- _Data in this exercise_:
::::
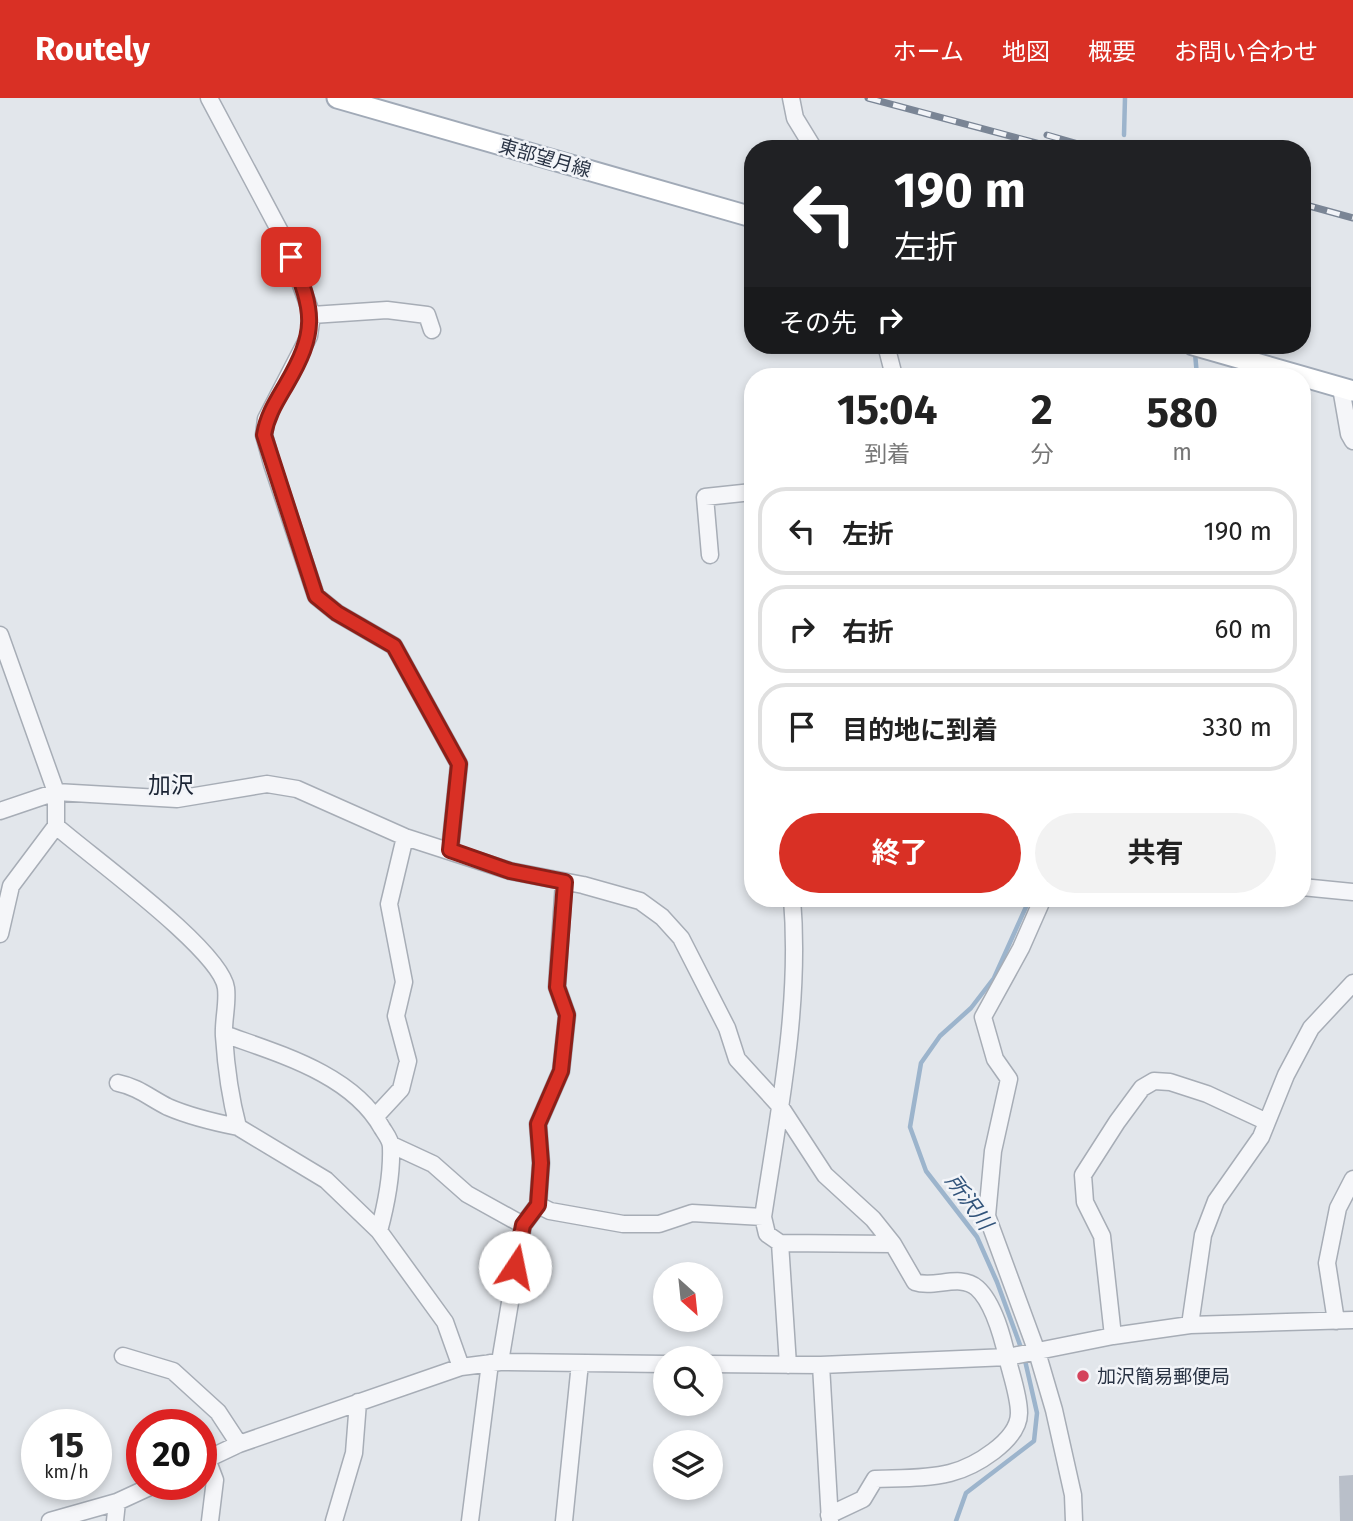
<!DOCTYPE html>
<html lang="ja">
<meta charset="utf-8">
<style>
body{margin:0;font-family:"Fira Sans","Noto Sans JP",sans-serif;background:#f2f2f2;color:#222;height:100vh;display:flex;flex-direction:column;font-size:26px;white-space:nowrap}
*{box-sizing:border-box;margin:0}
p{font-size:23px;color:#767676}
.icon{flex:none;width:38px;height:38px;fill:none;stroke:currentColor;stroke-width:2;stroke-linecap:round;stroke-linejoin:round}
.map{position:relative;flex:1;overflow:hidden}
.drawer{position:absolute;left:744px;top:270px;width:567px;height:539px;display:flex;flex-direction:column;background:#fff;border-radius:28px;box-shadow:0 4px 10px #0003}
.drawer>*{flex:none}
.top-card{position:absolute;left:744px;top:42px;width:567px;height:214px;border-radius:28px;box-shadow:0 4px 10px #0003;background:#202124;color:#fff;overflow:hidden}
.needle{width:46px;rotate:153deg}
.fabs{position:absolute;left:653px;top:1164px;display:grid;gap:14px}
.fabs a{display:grid;place-items:center;width:70px;height:70px;border-radius:50%;background:#fff;box-shadow:0 4px 10px #0003;font-size:35px}
.speed{position:absolute;left:21px;top:1311px;display:flex;gap:14px;font-size:35px;font-weight:700;text-align:center}
.speed>*{display:grid;place-content:center;width:91px;height:91px;border-radius:50%;background:#fff;box-shadow:0 4px 10px #0003;line-height:1}
.speed small{font-size:18px;font-weight:400}
.speed .limit{border:10px solid #d22;background:#fff;color:#111}
.pin{position:absolute;display:grid;place-items:center;width:60px;height:60px;color:#fff;margin:-30px;border-radius:14px;box-shadow:0 4px 10px #0006}
.me{position:absolute;width:77px;margin:-38px;rotate:11deg;stroke-linejoin:round;filter:drop-shadow(0 0 5px #0008)}
.turn{display:flex;align-items:center;gap:24px;height:147px;padding:0 35px;font-size:32px}
.turn .icon{width:91px;height:91px;stroke-width:2.5}
.turn b{display:block;font-size:49px;line-height:60px}
.then{display:flex;align-items:center;height:66px;padding:0 35px;background:#0003;gap:14px;font-size:26px}
.eta{display:flex;justify-content:space-evenly;align-items:center;height:119px;text-align:center}
.eta b{font-size:42px;font-weight:700;line-height:49px}
.button{display:flex;gap:14px;margin-top:auto;padding:14px 35px}
.button a{flex:1;height:80px;border-radius:42px;background:#d93025;color:#fff;font-size:28px;font-weight:700;line-height:80px;text-align:center}
.button a+a{background:#f2f2f2;color:#222}
ul{padding:0;list-style:none}
li{display:flex;align-items:center;gap:21px;height:88px;margin:0 14px 10px;padding:0 21px;border:4px solid #e0e0e0;border-radius:28px}
li div{flex:1}
li b{display:block;font-size:26px}
li em{font-style:normal}
header{display:flex;align-items:center;gap:42px;box-sizing:border-box;height:98px;padding:0 35px;background:#d93025;color:#fff}
header strong{font-size:33px}
nav{display:flex;gap:38px;margin-inline-start:auto;font-size:24px}
.map>svg:first-child{display:block}
.lines{fill:none;stroke-linecap:round;stroke-linejoin:round}
.stream{stroke:#9cb4cc;stroke-width:4.5}
.building{fill:#b9bfc9}
.minor-casing{stroke:#a7adb6;stroke-width:19}
.major-casing{stroke:#a1aab7;stroke-width:23}
.minor{stroke:#f5f6f9;stroke-width:16}
.major{stroke:#fff;stroke-width:19}
.rail-casing{stroke:#7a8595;stroke-width:7}
.rail{stroke:#f2f4f8;stroke-width:4.5;stroke-dasharray:13;stroke-linecap:butt}
.route-casing{stroke:#8d1f18;stroke-width:18}
.route{stroke:#d93025;stroke-width:12}
.poi-dot{fill:#d4435b;stroke:#f2f4f8;stroke-width:2.5}
.labels{text-anchor:middle;dominant-baseline:central;stroke-width:5;stroke-linejoin:round;paint-order:stroke}
.street-label{font-size:19px;fill:#293344;stroke:#f2f4f8}
.poi-label{font-size:19px;fill:#293344;stroke:#f2f4f8;text-anchor:start}
.water-label{font-size:21px;font-style:italic;fill:#31537a;stroke:#f2f4f8}
.quarter-label{font-size:23px;fill:#1b2434;stroke:#f2f4f8}
</style>
<header>
<strong>Routely</strong>
<nav><a>ホーム</a><a>地図</a><a>概要</a><a>お問い合わせ</a></nav>
</header>
<div class="map">
<svg width="1353" height="1423" viewBox="0 0 1353 1423">
<rect width="100%" height="100%" fill="#e2e6eb"/>
<g class="lines">
<path class="stream" d="M1124 37 1125 0
M1195 255 1197 278
M956 1423 966 1395 1034 1343 1037 1315 1024 1258 997 1184 977 1139 926 1073 910 1029 921 965 940 938 971 910 994 880 1030 800"/>
</g>
<path class="building" d="M1353 1377V1423H1340L1339 1378Z"/>
<g class="lines">
<defs>
<path id="minor" d="M209 0 284 141 312 217 309 238 266 321 264 337 272 366 316 498 337 515 394 548 459 666 450 752
M791 0 795 20 814 51
M312 217 387 212 427 217 432 232
M886 247 894 278
M1341 290 1349 336 1353 343
M710 457 705 399 752 394
M0 537 56 694V728L11 788 0 836
M0 713 56 694 177 701 267 686 297 691 405 739 510 773 583 787 640 803 662 819 681 840 727 930 737 961 780 1008 825 1077 873 1121 893 1146
M56 728C90 758 221 852 226 890 228 906 223 922 224 938 226 969 230 999 238 1029L326 1082 379 1133 445 1224 461 1269
M1302 789 1353 794
M792 800C801 907 779 1013 763 1119L767 1136 780 1145 893 1146 915 1184C934 1191 960 1175 977 1190 994 1205 1003 1241 1008 1263 1012 1279 1019 1299 1019 1315 1019 1343 974 1369 950 1375 927 1381 899 1380 875 1381L863 1401 829 1417
M1043 800 1021 850 983 919 995 961 1009 981 993 1053 987 1118 1037 1254 1054 1312 1073 1397 1074 1423
M224 936C279 956 352 976 382 1030 385 1035 391 1042 391 1049 392 1076 386 1107 379 1133
M118 985C138 989 150 1000 168 1009 191 1019 213 1024 238 1029
M376 1018 401 991 408 963 396 918 404 884 389 806 405 739
M392 1047 433 1066 467 1096 523 1127
M538 1107 550 1113 623 1126H659L692 1115 763 1119
M780 1145 788 1267
M1336 1223 1327 1165 1338 1110 1353 1081
M1190 1227 1203 1137 1216 1103 1261 1039 1286 977 1311 930 1353 885
M1113 1238 1102 1138 1085 1104 1083 1077 1117 1024 1142 990 1154 983 1170 984 1207 996 1265 1023
M123 1258 173 1273 218 1314 239 1346
M500 1264 523 1127 538 1107 541 1065 538 1026 561 973 567 917 557 889 564 784
M710 1266 821 1267 1008 1259 1113 1238 1190 1227 1353 1222
M821 1267 830 1423
M207 1361 215 1382 210 1423
M201 1364 239 1346 461 1269 500 1264 665 1266
M50 1423 117 1404 156 1386
M115 1423 117 1404
M334 1423 354 1355 358 1304
M470 1423 490 1265
M564 1423 580 1265"/>
<path id="major" d="M337 0 752 119
M1193 247 1353 293"/>
</defs>
<use href="#minor" class="minor-casing"/>
<use href="#major" class="major-casing"/>
<use href="#minor" class="minor"/>
<use href="#major" class="major"/>
<defs>
<path id="rail" d="M868 0 1059 51
M1047 37 1096 51
M1302 106 1353 120"/>
</defs>
<use href="#rail" class="rail-casing"/>
<use href="#rail" class="rail"/>
</g>
<g class="lines">
<defs>
<path id="route" d="M291 159C315 214 317 234 286 287 276 304 267 318 264 337L316 498 337 515 394 548 459 666 450 752 510 773 565 784 557 889 567 917 561 973 538 1026 541 1065 538 1107 523 1127 515 1169"/>
</defs>
<use href="#route" class="route-casing"/>
<use href="#route" class="route"/>
</g>
<circle class="poi-dot" cx="1083" cy="1278" r="7"/>
<g class="labels">
<g class="street-label">
<text transform="translate(545 60) rotate(16)">東部望月線</text>
</g>
<g class="poi-label">
<text x="1097" y="1278">加沢簡易郵便局</text>
</g>
<g class="water-label">
<text transform="translate(969 1104) rotate(54)">所沢川</text>
</g>
<g class="quarter-label">
<text x="171" y="687">加沢</text>
</g>
</g>
</svg>
<div class="fabs">
<a><svg class="needle" viewBox="-14 -14 28 28"><path d="M0-13l5 13h-10z" fill="#e53935"/><path d="M0 13l5-13h-10z" fill="#767676"/></svg></a>
<a><svg class="icon" aria-label="search" viewBox="0 0 24 24"><circle cx="10" cy="10" r="6"/><path d="M15 15l6 6"/></svg></a>
<a><svg class="icon" aria-label="layers" viewBox="0 0 24 24"><path d="M12 4l9 5-9 5-9-5zM3 14l9 5 9-5"/></svg></a>
</div>
<div class="speed"><div>15<small>km/h</small></div><div class="limit">20</div></div>
<div class="pin" style="left:291px;top:159px;background:#d93025"><svg class="icon" aria-label="arrive" viewBox="0 0 24 24"><path d="M6 21V4h12l-3 4 3 4H6"/></svg></div>
<svg class="me" style="left:515px;top:1169px" viewBox="-20 -20 40 40"><circle r="19" fill="#fff"/><path d="M0-13L10 11 0 6-10 11z" fill="#d93025"/></svg>
<div class="top-card">
<div class="turn"><svg class="icon" aria-label="left" viewBox="0 0 24 24"><path d="M17 20v-9H6M10 6l-5 5 5 5"/></svg><div><b>190 m</b>左折</div></div>
<div class="then">その先<svg class="icon" aria-label="right" viewBox="0 0 24 24"><path d="M7 20v-9h11M14 6l5 5-5 5"/></svg></div>
</div>
<section class="drawer">
<div class="eta">
<div><b>15:04</b><p>到着</p></div>
<div><b>2</b><p>分</p></div>
<div><b>580</b><p>m</p></div>
</div>
<ul>
<li><svg class="icon" aria-label="left" viewBox="0 0 24 24"><path d="M17 20v-9H6M10 6l-5 5 5 5"/></svg><div><b>左折</b></div><em>190 m</em></li>
<li><svg class="icon" aria-label="right" viewBox="0 0 24 24"><path d="M7 20v-9h11M14 6l5 5-5 5"/></svg><div><b>右折</b></div><em>60 m</em></li>
<li><svg class="icon" aria-label="arrive" viewBox="0 0 24 24"><path d="M6 21V4h12l-3 4 3 4H6"/></svg><div><b>目的地に到着</b></div><em>330 m</em></li>
</ul>
<div class="button"><a>終了</a><a>共有</a></div>
</section>
</div>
::::
- _What is being asked_: Please find all lines of the entries that hold the string "margin" and copy them.

- _Written reply_:
body{margin:0;font-family:"Fira Sans","Noto Sans JP",sans-serif;background:#f2f2f2;color:#222;height:100vh;display:flex;flex-direction:column;font-size:26px;white-space:nowrap}
*{box-sizing:border-box;margin:0}
.pin{position:absolute;display:grid;place-items:center;width:60px;height:60px;color:#fff;margin:-30px;border-radius:14px;box-shadow:0 4px 10px #0006}
.me{position:absolute;width:77px;margin:-38px;rotate:11deg;stroke-linejoin:round;filter:drop-shadow(0 0 5px #0008)}
.button{display:flex;gap:14px;margin-top:auto;padding:14px 35px}
li{display:flex;align-items:center;gap:21px;height:88px;margin:0 14px 10px;padding:0 21px;border:4px solid #e0e0e0;border-radius:28px}
nav{display:flex;gap:38px;margin-inline-start:auto;font-size:24px}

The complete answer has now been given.